1 Introduction

We congratulate the authors for organizing such a great and challenging competition. Our team brings together researchers from two French groups that have long-standing collaborations: the BioSP research unit at INRAE and the Geostatistics team at Mines ParisTech (formerly known as Ecole des Mines de Paris). They both belong to the RESSTE networkFootnote 1 funded by INRAE. RESSTE organizes scientific animation around models, methods and algorithms for spatiotemporal data, and it fosters collaborations between statisticians and other scientists sharing interest in spatial and spatiotemporal data. Forced to be physically distant due to the Covid-19 sanitary crisis, we set up an efficient working environment with the help of collaborative online platforms for code, text and vivid discussions. We were thus able to contribute to all sub-competitions, including with multiple submissions for sub-competition 2. We enjoyed very much participating to this exercise. In addition to congratulate Huang, Sameh, Ying, Hatem, David and Marc for the excellent organization, we sincerely wish to thank them for the nice moments it brought to the four of us.

2 Competition 1: Block Approaches for Gaussian Processes

Data are known to have been generated from a Gaussian process with Matérn covariance function. Maximum likelihood (ML) would thus be the most efficient estimation method, and conditional expectation, also referred to as Kriging, is optimal for prediction. However, due to the size of the dataset, neither full ML nor unique neighborhood Kriging can be achieved, at the exception of ExaGeoStat. Efficient approximations must be sought. Here, we have opted for block approaches that satisfy the following principles: (i) in each block, estimation (ML) or prediction (Kriging) is optimal; (ii) blocks should be as large as possible while taking into account computational issues; (iii) blocks are assumed to be independent among each other. The approximation lies entirely in point (iii), and it is easy to understand that (ii) is the key for achieving good performances. What “large” means has slightly different meaning for estimation and for prediction. As regards estimation, some parameters control local properties, while others are global. Therefore, blocks for estimation need to have a large spatial extent. For plug-in Kriging, only local information is necessary. Prediction blocks are thus local, containing as many data points as possible.

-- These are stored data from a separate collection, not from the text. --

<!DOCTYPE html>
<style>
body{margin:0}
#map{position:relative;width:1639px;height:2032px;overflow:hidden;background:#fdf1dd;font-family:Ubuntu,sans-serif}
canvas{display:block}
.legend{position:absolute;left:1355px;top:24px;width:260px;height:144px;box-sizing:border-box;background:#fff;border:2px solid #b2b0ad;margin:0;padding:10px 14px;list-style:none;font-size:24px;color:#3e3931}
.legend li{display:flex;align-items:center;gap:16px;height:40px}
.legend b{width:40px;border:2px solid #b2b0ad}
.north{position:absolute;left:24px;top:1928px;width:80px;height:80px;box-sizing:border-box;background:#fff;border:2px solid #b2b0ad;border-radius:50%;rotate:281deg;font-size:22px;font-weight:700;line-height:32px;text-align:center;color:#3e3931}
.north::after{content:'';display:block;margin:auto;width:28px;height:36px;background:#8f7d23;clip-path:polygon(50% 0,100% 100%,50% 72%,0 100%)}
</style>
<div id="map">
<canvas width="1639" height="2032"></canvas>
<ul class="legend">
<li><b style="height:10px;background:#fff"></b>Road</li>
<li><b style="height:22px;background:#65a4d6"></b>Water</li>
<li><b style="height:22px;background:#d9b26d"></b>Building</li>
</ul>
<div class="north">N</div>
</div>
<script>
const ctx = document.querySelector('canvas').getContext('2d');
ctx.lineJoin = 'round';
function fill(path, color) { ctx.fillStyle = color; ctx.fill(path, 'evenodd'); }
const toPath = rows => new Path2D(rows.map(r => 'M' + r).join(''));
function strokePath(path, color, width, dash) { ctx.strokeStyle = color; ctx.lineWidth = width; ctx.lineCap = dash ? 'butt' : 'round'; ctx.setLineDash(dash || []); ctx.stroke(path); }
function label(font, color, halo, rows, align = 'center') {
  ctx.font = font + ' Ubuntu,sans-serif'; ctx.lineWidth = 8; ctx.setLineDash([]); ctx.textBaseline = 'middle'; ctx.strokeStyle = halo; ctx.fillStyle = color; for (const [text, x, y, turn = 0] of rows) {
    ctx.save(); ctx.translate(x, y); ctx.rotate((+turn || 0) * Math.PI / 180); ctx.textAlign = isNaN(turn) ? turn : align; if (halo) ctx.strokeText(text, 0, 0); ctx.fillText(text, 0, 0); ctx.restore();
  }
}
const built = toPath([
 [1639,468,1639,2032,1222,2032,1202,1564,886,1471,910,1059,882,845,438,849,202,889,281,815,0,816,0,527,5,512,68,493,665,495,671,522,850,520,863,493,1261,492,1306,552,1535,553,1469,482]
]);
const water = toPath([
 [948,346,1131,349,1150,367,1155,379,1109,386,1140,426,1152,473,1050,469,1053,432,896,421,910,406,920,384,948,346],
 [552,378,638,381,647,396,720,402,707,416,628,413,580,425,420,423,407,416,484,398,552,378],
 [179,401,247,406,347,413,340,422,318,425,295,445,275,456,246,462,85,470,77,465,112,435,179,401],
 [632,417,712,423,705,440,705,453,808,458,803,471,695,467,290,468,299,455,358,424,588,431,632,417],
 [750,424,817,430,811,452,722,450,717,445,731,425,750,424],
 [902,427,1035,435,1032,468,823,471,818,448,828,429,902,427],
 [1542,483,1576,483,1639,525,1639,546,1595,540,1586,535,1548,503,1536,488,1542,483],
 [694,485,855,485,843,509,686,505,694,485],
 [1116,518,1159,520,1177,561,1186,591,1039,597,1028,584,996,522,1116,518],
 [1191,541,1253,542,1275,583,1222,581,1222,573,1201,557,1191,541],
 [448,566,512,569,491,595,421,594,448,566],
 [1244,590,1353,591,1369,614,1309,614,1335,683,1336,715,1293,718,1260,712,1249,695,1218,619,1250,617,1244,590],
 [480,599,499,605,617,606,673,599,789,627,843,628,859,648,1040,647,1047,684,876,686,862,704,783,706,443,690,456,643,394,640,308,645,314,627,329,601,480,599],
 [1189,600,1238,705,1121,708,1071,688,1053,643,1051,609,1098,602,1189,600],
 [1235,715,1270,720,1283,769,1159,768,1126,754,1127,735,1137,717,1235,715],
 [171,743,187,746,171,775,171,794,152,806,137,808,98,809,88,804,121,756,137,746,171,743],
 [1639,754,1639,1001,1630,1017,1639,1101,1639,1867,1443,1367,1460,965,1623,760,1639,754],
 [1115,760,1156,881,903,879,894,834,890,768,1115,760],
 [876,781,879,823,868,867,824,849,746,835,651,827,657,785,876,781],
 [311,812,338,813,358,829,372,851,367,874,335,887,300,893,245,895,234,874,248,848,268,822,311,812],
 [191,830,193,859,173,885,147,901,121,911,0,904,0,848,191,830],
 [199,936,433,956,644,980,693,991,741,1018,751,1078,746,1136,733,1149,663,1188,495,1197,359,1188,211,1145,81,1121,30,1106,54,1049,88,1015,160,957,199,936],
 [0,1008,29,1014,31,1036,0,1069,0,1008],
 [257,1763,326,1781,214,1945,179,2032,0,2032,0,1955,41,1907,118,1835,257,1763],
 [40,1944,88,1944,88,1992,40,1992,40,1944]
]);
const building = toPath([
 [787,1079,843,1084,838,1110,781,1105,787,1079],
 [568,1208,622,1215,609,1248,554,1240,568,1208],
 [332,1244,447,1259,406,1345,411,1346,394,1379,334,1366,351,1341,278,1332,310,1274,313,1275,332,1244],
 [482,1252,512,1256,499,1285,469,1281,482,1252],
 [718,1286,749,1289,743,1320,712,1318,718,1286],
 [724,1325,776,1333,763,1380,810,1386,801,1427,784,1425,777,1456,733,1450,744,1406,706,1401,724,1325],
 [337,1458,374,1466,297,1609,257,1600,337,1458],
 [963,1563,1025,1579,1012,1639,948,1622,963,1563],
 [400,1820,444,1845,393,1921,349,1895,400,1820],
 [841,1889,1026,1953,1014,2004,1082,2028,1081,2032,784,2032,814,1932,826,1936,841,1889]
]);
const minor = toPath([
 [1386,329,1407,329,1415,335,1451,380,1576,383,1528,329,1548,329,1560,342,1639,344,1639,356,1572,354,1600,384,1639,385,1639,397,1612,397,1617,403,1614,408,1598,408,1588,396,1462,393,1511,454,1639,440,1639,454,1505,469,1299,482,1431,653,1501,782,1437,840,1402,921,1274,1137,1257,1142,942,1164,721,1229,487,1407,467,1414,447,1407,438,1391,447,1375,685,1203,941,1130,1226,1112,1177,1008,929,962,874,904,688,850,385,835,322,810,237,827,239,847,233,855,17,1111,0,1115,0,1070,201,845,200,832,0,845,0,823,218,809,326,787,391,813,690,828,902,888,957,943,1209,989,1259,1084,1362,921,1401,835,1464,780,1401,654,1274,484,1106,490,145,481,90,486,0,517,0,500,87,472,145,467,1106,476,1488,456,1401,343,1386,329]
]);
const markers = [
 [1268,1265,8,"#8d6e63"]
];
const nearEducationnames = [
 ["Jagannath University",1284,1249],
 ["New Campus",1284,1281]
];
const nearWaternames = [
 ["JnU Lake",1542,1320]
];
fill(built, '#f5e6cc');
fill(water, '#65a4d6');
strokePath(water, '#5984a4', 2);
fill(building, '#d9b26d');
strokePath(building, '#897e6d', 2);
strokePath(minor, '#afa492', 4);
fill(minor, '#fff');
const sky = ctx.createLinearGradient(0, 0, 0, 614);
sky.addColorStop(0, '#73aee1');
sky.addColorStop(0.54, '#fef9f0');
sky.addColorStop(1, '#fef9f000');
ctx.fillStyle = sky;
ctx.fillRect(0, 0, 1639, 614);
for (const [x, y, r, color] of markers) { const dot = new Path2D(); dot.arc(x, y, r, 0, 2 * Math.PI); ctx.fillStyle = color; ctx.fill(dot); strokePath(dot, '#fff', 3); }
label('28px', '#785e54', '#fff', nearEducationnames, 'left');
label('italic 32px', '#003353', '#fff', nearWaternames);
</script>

Details are provided below.

2.1 Estimation

First, a rough estimation of the parameters was performed on each dataset with weighted least squares fits for experimental variograms using the package RGeostats. These estimates, from which an approximate effective range \(ER = {\hat{\beta }} \sqrt{12{\hat{\nu }}}\) was computed, allowed us to gain a general picture of the experimental design similar to that shown in Table 1 in Huang et al. (2021). In particular, ER was clearly close to the size of the domain for some datasets.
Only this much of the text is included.